Summary: Make Dialogs usable from threadless life cycle
Product: [RT] RAP Reporter: Rüdiger Herrmann <ruediger.herrmann>
Component: RWTAssignee: Project Inbox <rap-inbox>
Status: RESOLVED FIXED QA Contact:
Severity: enhancement    
Priority: P3    
Version: unspecified   
Target Milestone: 1.5 M1   
Hardware: All   
OS: All   
Whiteboard:
Bug Depends on:    
Bug Blocks: 341761    

Description Rüdiger Herrmann CLA 2011-07-08 10:56:50 EDT
All subclasses of Dialog that come with RWT run a nested event loop in their open() method. This makes them unusable from applications that use the threadless life cycle (see bug 344091).
A callback should be introduced that notifies the application when the dialog was closed, like the sketch below shows:
  final FontDialog dialog = new FontDialog( parent, SWT.NONE );
  dialog.open( new DialogCallback() {
    public void dialogClosed() {
      applyFont( dialog.getFontList() );
    }
  } );

The challenge here is rather to find a way to provide the extra API that does not (or as least as possible) irritate users of the UI-threaded life cycle but is still as convenient as possible for users of the threadless lifefcyle.
Comment 1 Rüdiger Herrmann CLA 2011-07-14 09:43:25 EDT
Dialog now implements Adaptable. Dialog#getAdapter() returns an IDialogAdapter that can be used to open dialogs in a non-blocking way.
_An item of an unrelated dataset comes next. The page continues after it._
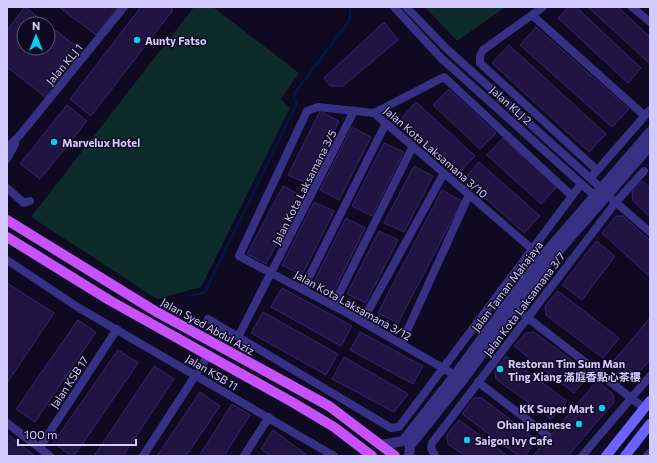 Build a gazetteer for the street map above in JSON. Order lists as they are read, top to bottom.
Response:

In addition, I created preliminary API for application code to use this feature. org.eclipse.rwt.widgets.DialogUtil#open() can be used to open a given dialog without blocking and a DialogCallback can be supplied to be notified when the dialog was closed.

Alternatively the API could offer an abstract class _NonBlockingDialog_ (or similar) that combines the open() method from DialogUtil with the dialogClosed() callback method from DialogCallback.
abstract class NonBlockingDialog {
  NonBlockingDialog( Dialog dialog ) {
    // ...
  }
  
  void open() {
    // ...
  }
  
  abstract void dialogClosed( int returnCode )
}
application code:
NonBlockingDialog dialog = new NonBlockingDialog( fontDialog ) {
  void dialogClosed( int returnCode ) {
    // ...    
  }
}

What do you think?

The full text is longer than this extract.